There are other "professional standards".  The Audio Engineering Society
has standardized on 48kHz for studio use, and 44.1kHz for "certain
consumer applications".  Some digital recorders available now digitize
at 50kHz.  A professional standard is not the problem; the problem 
is that the CONSUMER STANDARD is fixed.

>Building a few conversion boxes for major record producers to go
>"down to" the consumer standard isn't a problem.  (Ibid.)

OH YES IT IS!  Unless you make certain assumptions...  IF you sample
at 50kHz and adequately bandlimit your input signal (read: music) so
as to keep out of band signals below, say, 80-90dB, you do so
for one (or both) of two reasons: first, because you feel that
there is information above 18-20kHz.  Second, because you want to ease
the constraints on your anti-aliasing filter.

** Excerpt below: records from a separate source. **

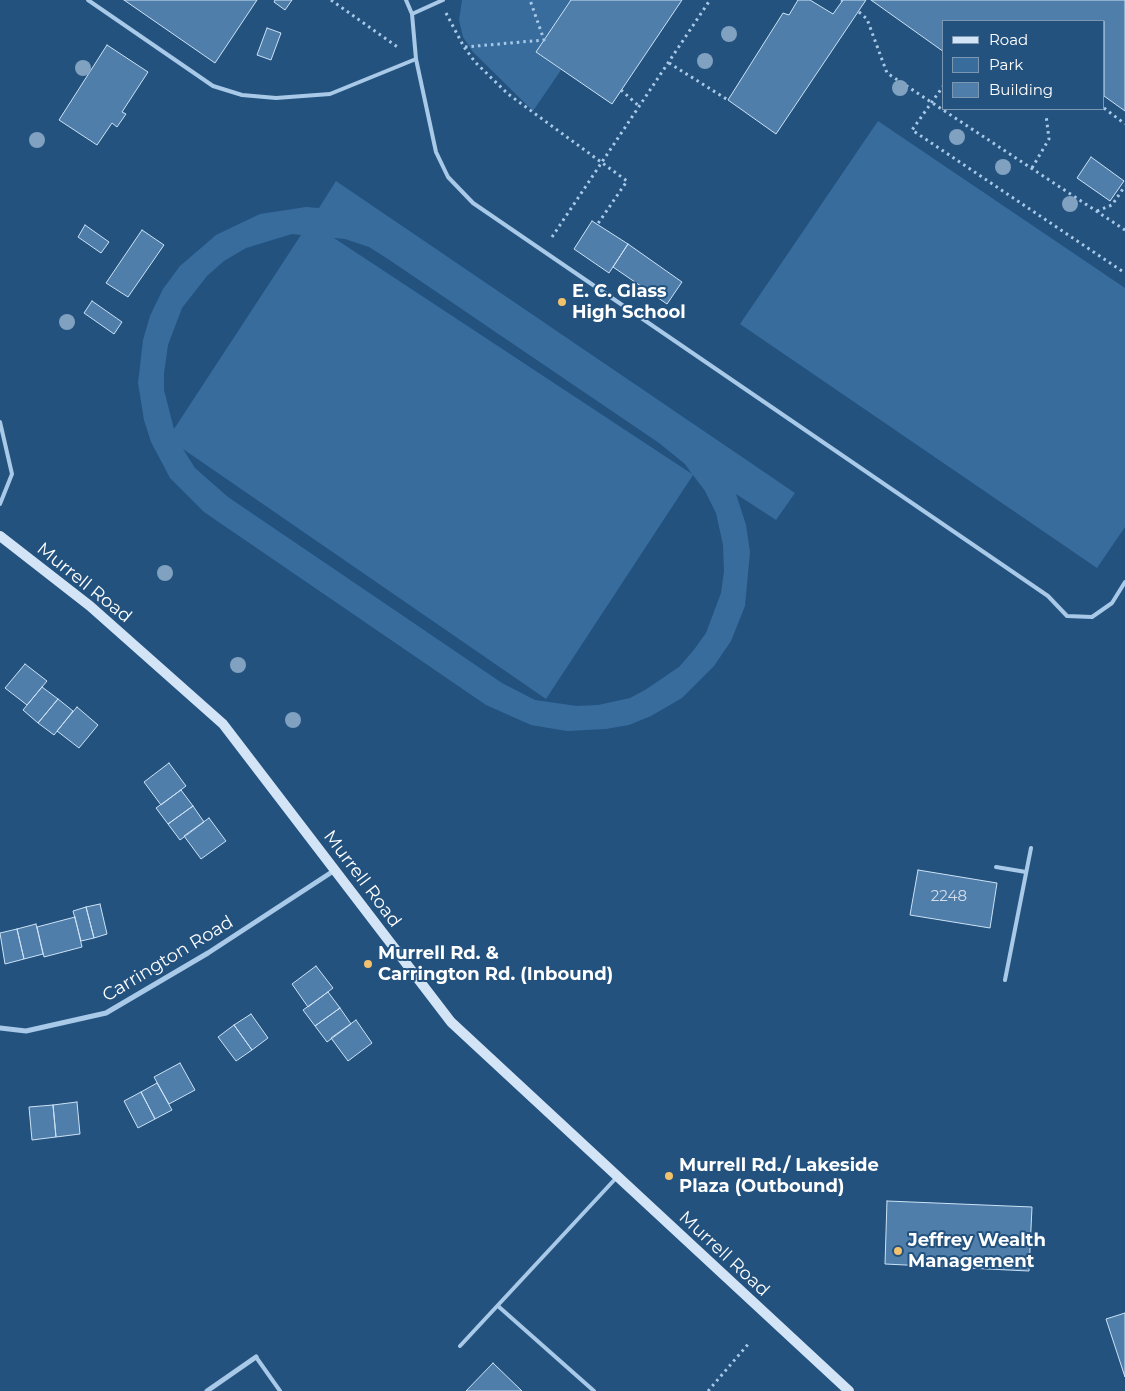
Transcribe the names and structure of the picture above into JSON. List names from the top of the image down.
{
  "streets": {
    "street": ["Murrell Road", "Carrington Road"]
  },
  "crossings": [
    ["Murrell Road", "Carrington Road"]
  ],
  "places": [
    "E. C. Glass High School",
    "Murrell Rd. & Carrington Rd. (Inbound)",
    "Murrell Rd./ Lakeside Plaza (Outbound)",
    "Jeffrey Wealth Management"
  ],
  "house_numbers": ["2248"],
  "legend": ["Road", "Park", "Building"]
}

Now you drop the sampling rate thru decimation.  A filtering operation.
Information will be lost.  Maybe this is important, maybe not.  The
problem is that a better porfessional standard won't necessarily mean
more information in the living room.

If you sample at 44.1 to start with, you still lose information that is
above 18-20kHz.  You lose either way.  The question is whether the
information above 18-20kHz is important.  Maybe yes, maybe no.  Maybe
the problems with CDs can be cured thru improved recording techniques,
or by the use of dither in the player (see "Resolution below the least
significant bit in digital audio systems with dither" by Vanderkooy
and Lipshitz, JAES V32 #3 p106 March 1984 *).

Perhaps the answer to the problem is in sampling at 176kHz, filtering
down to 20kHz digitally and then decimating to 44.1kHz.  I, for one,
think at least part of the problem can be cured by fixing the wacko
phase response of many if the commercial digital recorders.

It doesn't become religion until you exhaust the facts.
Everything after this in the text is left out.